As he departed, he began receiving text messages that his high school had been destroyed.
He headed there and found the top part of the auditorium gone, the band and music rooms caved in, windows blown out and his office missing its roof. Fifty-year-old trees outside the school had been stripped of their limbs.
Two churches across the street were "completely gone," and Sachetta was stunned by the condition of the nearby Franklin Technology Center.
"You see pictures of World War II, the devastation and all that with the bombing. That's really what it looked like," he said. "I couldn't even make out the side of the building. It was total devastation in my view. I just couldn't believe what I saw."
Jeff Lehr, a reporter for the Joplin Globe, said he was upstairs in his home when the storm hit but was able to make his way to a basement closet. The storm tore the roof off his house, but he was safe. When he emerged, he found people wandering through the streets, covered in mud.
"I'm talking to them, asking if they knew where their family is," Lehr said. "Some of them didn't know and weren't sure where they were. All the street markers were gone."
Saved by mattress
Sharon Hurtt and Bill Dearing had no basement to flee to when the tornado descended on their single-story home, so they huddled in a closet between two bedrooms. Within minutes, the roof was gone and powerful winds ripped the door off the closet.
"We were holding on to keep from blowing away," said Hurtt.
A mattress blown off the bed somehow became wedged in the doorway.
"It probably saved us," said Hurtt.
When the couple emerged, the daycare center next door was gone and mangled cars and other debris littered their yard.
Restaurant refrigerator served as shelter
Carla Tabares said she, her husband and several families with children squeezed into the walk-in refrigerator of an Outback Steakhouse restaurant when the twister neared, huddling in the chilly darkness until the howling of the storm passed.
"It was really awful, really scary," she said.
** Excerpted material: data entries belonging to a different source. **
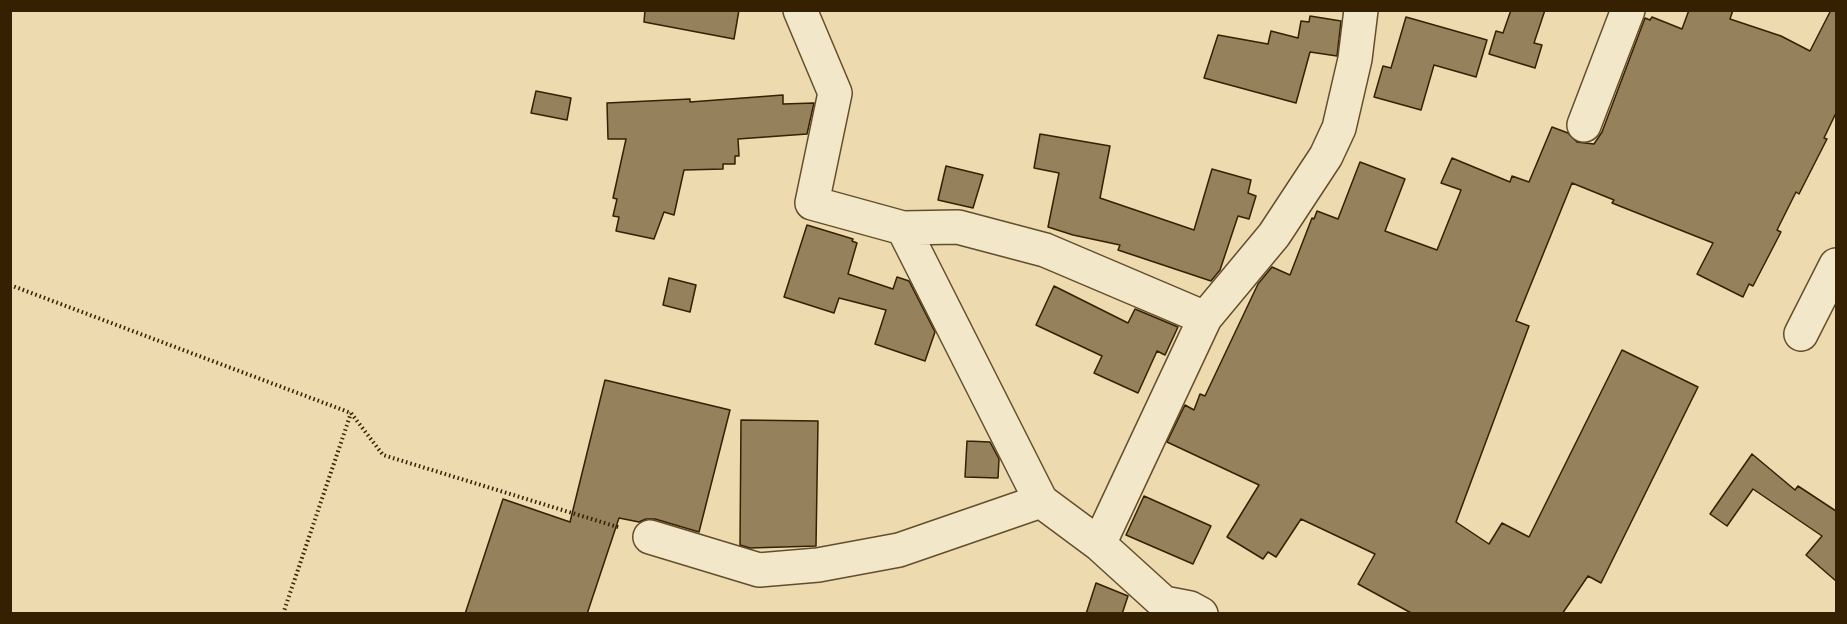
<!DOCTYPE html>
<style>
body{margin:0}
#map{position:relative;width:1847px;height:624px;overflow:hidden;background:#eddaae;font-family:Cardo,serif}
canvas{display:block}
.frame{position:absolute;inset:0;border:12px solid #352001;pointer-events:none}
</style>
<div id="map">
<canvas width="1847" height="624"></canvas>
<div class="frame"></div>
</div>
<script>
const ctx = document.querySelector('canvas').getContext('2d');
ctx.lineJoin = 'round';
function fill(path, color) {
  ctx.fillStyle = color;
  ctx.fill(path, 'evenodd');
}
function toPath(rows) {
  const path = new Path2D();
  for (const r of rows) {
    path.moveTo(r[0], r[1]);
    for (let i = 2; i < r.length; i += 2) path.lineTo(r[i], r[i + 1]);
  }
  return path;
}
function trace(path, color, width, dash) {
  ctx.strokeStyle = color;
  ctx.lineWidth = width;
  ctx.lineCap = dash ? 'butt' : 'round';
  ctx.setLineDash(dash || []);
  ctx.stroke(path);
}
const building = toPath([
 [645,10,739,10,734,39,644,22,645,10],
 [1511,10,1545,10,1534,43,1542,45,1535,68,1489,54,1496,31,1503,33,1511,10],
 [1689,10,1733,10,1730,19,1781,36,1810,51,1831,10,1836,10,1836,113,1824,138,1827,139,1799,194,1796,192,1777,230,1781,232,1753,286,1749,284,1743,297,1697,274,1713,243,1612,203,1614,200,1572,183,1516,321,1529,326,1456,522,1489,544,1502,523,1529,537,1622,350,1698,387,1601,583,1588,576,1562,614,1413,614,1358,584,1375,554,1301,519,1276,557,1268,552,1263,559,1227,537,1259,485,1167,442,1185,405,1194,410,1200,394,1205,396,1258,284,1272,267,1290,275,1312,218,1314,219,1317,211,1338,219,1360,162,1405,179,1385,231,1437,250,1461,190,1441,183,1452,158,1510,182,1512,176,1529,182,1552,127,1568,133,1577,142,1594,144,1602,132,1645,18,1650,20,1652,17,1682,29,1689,10],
 [1310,16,1341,21,1337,56,1310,52,1296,103,1204,78,1218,35,1268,44,1271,31,1298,38,1301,21,1309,22,1310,16],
 [1406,17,1487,40,1476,77,1434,65,1421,110,1374,97,1383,66,1391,68,1406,17],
 [536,91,571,98,567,120,531,113,536,91],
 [783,95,783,104,814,103,807,134,738,139,739,156,735,156,735,164,723,164,723,169,684,170,674,215,664,212,654,239,616,231,619,217,613,216,617,199,613,198,626,139,608,139,607,103,690,99,690,102,783,95],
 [1040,134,1110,146,1100,198,1194,230,1212,169,1251,180,1248,193,1256,196,1249,219,1238,216,1220,270,1211,281,1118,250,1120,245,1073,235,1048,227,1059,173,1034,168,1040,134],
 [946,166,983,175,973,208,938,200,946,166],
 [807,225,853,239,852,241,857,243,848,274,893,289,897,277,909,281,935,332,925,361,875,344,886,310,839,298,834,313,784,297,807,225],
 [669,278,696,285,690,312,663,305,669,278],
 [1054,286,1128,323,1135,309,1178,327,1165,355,1157,351,1138,393,1094,373,1102,356,1036,325,1054,286],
 [605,380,730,410,699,532,655,519,646,519,639,522,619,518,587,614,465,614,503,499,570,522,605,380],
 [741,420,818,421,816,546,750,548,740,545,741,420],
 [967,441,990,442,999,459,998,478,965,477,967,441],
 [1752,454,1795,490,1798,486,1836,511,1836,581,1806,555,1822,536,1753,489,1727,526,1710,514,1752,454],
 [1144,496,1211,526,1193,564,1126,535,1144,496],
 [1096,583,1128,596,1122,614,1086,614,1096,583]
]);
fill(building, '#95815b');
trace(building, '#352001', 1.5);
const minor = toPath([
 [800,10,835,93,812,203,903,228,1041,501,1099,544,1164,603,1190,608,1201,614],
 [1584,125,1628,10],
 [903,228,958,227,1045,250,1205,318],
 [1801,334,1836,265],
 [650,537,759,570,818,565,899,550,1041,501],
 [1099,544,1205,318,1274,235,1326,156,1339,128,1355,59,1361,10]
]);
trace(minor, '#634e2c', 36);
trace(toPath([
 [10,285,351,413,383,455,621,528],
 [283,614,351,413]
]), '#352001', 4, [1.5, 3]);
trace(minor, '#f3e7ca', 33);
</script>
The restaurant was largely unscathed, but other buildings were badly damaged. "I'm just thankful we got out alive, and I really feel sorry for the people who didn't."
Racing through debris
Denise Bayless said she and her husband were at church when their adult son called to say the tornado was hitting his house. The couple got in their car to race to his aid.
"We just had to weave in and out of debris. Power lines were down everywhere, and you could smell gas," she said.
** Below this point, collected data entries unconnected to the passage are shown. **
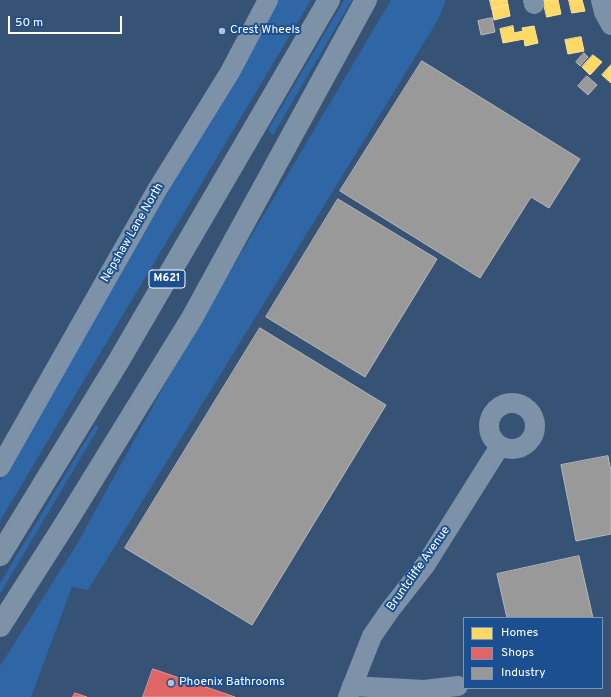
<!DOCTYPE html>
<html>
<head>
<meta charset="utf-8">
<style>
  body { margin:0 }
  #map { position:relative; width:611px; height:697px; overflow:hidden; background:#365274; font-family:Overpass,sans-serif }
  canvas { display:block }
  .legend { position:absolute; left:463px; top:617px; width:140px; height:72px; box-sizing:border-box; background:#1b4f8f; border:1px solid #7695bc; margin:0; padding:5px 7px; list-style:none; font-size:12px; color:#fff }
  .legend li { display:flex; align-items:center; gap:8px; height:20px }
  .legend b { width:20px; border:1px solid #7695bc }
  .scale { position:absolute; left:8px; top:16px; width:114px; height:18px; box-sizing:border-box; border:2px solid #fff; border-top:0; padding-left:5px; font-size:12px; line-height:14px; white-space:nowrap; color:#fff; -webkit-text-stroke:3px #1b4f8f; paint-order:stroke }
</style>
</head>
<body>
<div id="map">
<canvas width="611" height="697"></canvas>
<ul class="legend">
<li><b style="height:11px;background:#ffd966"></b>Homes</li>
<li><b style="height:11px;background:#e06666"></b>Shops</li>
<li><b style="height:11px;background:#999"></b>Industry</li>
</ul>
<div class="scale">50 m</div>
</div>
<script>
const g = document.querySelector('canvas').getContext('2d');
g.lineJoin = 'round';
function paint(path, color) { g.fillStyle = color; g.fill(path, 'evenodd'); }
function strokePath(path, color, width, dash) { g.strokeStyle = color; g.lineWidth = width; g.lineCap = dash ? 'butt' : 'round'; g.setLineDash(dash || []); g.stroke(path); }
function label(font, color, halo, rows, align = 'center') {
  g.font = font + ' Overpass,sans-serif'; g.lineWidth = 4; g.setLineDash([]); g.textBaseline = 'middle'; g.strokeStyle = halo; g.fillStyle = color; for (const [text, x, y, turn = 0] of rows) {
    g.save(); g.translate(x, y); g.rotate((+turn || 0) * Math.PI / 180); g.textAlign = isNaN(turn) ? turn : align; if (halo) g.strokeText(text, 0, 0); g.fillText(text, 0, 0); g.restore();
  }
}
const green = new Path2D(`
  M276,0h35l-311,521v-41z
  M344,0h8l-79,135 -5,-5z
  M391,0h55l-8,20 -350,570 -16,-3 -41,110h-31v-31l77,-122 109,-198z
  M95,425l4,2 -99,167v-11z`);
const homes = new Path2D(`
  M490,0h17l1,5 -16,4z
  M543,0h15l3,14 -14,3z
  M569,0h13l3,11 -13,2z
  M508,5l2,11 -16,4 -2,-11z
  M513,26l1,7 9,-2 -1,-3 12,-2 4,17 -13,3 -1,-7 -21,4 -3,-14z
  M581,37l3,14 -16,3 -3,-14z
  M593,55l9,7 -12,13 -8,-8z
  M611,65v18l-9,-8z`);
const shops = new Path2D(`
  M153,669l82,28h-92z
  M75,693l12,4h-14z`);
const industry = new Path2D(`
  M492,18l3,14 -14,3 -3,-14z
  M584,53l4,4 -8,9 -4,-4z
  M422,61l158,98 -31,49 -18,-11 -51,81 -140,-87z
  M587,76l10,9 -9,10 -10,-9z
  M338,199l99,60 -72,118 -99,-60z
  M260,328l126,77 -134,220 -127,-77z
  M608,456l3,15v63l-35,7 -15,-76z
  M579,556l14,62h-86l-10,-44z`);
const minor = new Path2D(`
  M533,0l1,4
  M601,0l3,12 7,13
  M489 426a23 23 0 1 1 46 0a23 23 0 1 1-46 0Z
  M0,467l157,-277 73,-118 38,-72
  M352,686l72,4 34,-4
  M348,697l24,-61 18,-26 36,-46 74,-118`);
const highway = new Path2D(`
  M0,555l118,-193 211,-362
  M0,626l67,-105 125,-203 174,-318`);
const markers = [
  [222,31,4,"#b9c2ce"],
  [171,683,4,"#b9c2ce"]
];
const shields = [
  [167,279,36]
];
const shieldNames = [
  ["M621",167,279]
];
const poiNames = [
  ["Crest Wheels",230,31],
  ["Phoenix Bathrooms",179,683]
];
const streetNames = [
  ["Nepshaw Lane North",133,233,-60],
  ["Bruntcliffe Avenue",419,569,-55]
];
paint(green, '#2f66a5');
paint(homes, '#ffd966');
strokePath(homes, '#ffe494', 1);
paint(shops, '#e06666');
strokePath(shops, '#e99494', 1);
paint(industry, '#999');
strokePath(industry, '#b8b8b8', 1);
strokePath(minor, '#7d92a8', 20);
strokePath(highway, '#7e92a7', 22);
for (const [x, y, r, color] of markers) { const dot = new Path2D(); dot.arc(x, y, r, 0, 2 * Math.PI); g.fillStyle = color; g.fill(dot); strokePath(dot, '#1b4f8f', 1.5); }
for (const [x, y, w] of shields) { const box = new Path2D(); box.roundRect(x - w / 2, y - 9, w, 18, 3); g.fillStyle = '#1b4f8f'; g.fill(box); strokePath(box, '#fff', 1); }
label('bold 11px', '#fff', null, shieldNames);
label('12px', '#fff', '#1b4f8f', poiNames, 'left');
label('12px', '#fff', '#1b4f8f', streetNames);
</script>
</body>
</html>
After stopping to assist a woman they heard screaming, trapped inside her home, Bayless said she ran five blocks to her son's house, where she found every home on the street — some 20 dwellings including his — were gone.
"I just lost all my bearings. There was nothing that looked familiar," said Bayless, whose son was unhurt.
Kitchen caved in
Matthew Parks works at a homeless shelter, where he said he and his pregnant wife may become residents — at least for the time being.
They weren't home when the tornado hit but returned Monday morning to find the ceiling in the kitchen caved in, water soaking the floor and carpet and furniture was tossed about. The only room spared was the nursery prepared for their first child — it had virtually no damage.
While Parks collected baby clothes and other items from the nursery, his parents, Eileen and Brian Parks swept up broken glass and mopped water from the wood floor.
Eileen Parks had struggled to reach her son and daughter-in-law Sunday night and said she was just happy they were OK.
"The phones were out and I thought, 'Oh Matthew, please call me,'" she said.